L’office de doomster ou justicier, qui consistait à répéter aux condamnés la sentence des juges, était alors exercé en Écosse par l’exécuteur des hautes-œuvres. Cette lecture produisait dans leur esprit un nouveau degré d’horreur, en leur rappelant que celui qui l’articulait allait en faire l’application.

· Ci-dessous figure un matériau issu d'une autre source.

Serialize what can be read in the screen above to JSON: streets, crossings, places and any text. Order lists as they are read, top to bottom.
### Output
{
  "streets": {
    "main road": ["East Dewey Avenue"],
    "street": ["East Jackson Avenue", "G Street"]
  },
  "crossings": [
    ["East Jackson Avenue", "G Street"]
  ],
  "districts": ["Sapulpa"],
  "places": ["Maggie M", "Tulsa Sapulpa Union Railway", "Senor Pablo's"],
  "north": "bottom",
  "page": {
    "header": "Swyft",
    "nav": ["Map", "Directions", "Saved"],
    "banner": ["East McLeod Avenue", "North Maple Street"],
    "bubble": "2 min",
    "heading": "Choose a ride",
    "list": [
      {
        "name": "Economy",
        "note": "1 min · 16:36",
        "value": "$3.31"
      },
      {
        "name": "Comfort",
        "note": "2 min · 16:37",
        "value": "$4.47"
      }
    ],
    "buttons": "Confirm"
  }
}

Macbriar n’avait pu entendre que très imparfaitement le jugement prononcé par le lord président du conseil, mais quand le bourreau prit la parole, il était complètement revenu à la vie. Il répondit :

— Milords, je vous remercie. Vous m’avez accordé la seule grâce que j’eusse voulu recevoir de vous, en envoyant à une si prompte mort ce corps torturé et épuisé par votre cruauté ! Peu m’importe en effet de périr en prison ou à la potence. Vous allez me fournir l’occasion de montrer au grand jour ce qu’un chrétien peut souffrir pour la bonne cause. — Je vous pardonne, Milords.

Pendant qu’on le transportait au lieu de l’exécution, il conserva jusqu’au dernier moment la même fermeté, le même enthousiasme.